◆ What to work on
If a line in the listing below includes the string "from", pull it out.

==== Available records ====

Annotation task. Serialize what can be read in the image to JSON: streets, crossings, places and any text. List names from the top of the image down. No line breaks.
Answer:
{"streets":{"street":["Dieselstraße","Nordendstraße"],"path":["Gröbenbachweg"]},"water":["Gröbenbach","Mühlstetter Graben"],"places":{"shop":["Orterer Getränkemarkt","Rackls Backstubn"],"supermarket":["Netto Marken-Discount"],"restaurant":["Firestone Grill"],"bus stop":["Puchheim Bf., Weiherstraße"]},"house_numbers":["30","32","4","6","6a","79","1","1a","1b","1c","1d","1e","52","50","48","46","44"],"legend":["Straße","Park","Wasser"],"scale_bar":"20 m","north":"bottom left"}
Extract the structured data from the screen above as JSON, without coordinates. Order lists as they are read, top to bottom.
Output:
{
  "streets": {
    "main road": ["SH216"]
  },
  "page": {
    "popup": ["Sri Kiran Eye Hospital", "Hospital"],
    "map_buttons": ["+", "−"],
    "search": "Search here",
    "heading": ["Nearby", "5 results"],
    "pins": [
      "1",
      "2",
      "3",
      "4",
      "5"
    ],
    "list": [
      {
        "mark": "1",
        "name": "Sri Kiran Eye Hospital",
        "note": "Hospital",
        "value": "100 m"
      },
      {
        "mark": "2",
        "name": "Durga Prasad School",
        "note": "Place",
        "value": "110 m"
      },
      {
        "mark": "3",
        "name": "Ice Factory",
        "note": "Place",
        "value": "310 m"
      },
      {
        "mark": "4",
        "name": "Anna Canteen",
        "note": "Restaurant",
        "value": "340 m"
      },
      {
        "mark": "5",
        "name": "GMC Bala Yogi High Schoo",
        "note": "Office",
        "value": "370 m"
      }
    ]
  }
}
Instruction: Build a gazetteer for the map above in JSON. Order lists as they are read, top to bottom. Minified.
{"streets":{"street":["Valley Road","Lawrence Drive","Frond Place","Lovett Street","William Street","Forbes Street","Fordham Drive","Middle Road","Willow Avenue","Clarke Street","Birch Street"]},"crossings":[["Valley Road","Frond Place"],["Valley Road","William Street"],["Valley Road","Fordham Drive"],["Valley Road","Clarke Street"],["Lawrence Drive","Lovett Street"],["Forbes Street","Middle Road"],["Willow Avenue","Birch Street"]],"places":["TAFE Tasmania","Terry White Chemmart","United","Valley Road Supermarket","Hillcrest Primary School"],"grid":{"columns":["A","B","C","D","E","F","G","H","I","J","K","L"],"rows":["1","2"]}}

====

◆ Task solution
Annotation task. Serialize what can be read in the image to JSON: streets, crossings, places and any text. List names from the top of the image down. No line breaks.
Extract the structured data from the screen above as JSON, without coordinates. Order lists as they are read, top to bottom.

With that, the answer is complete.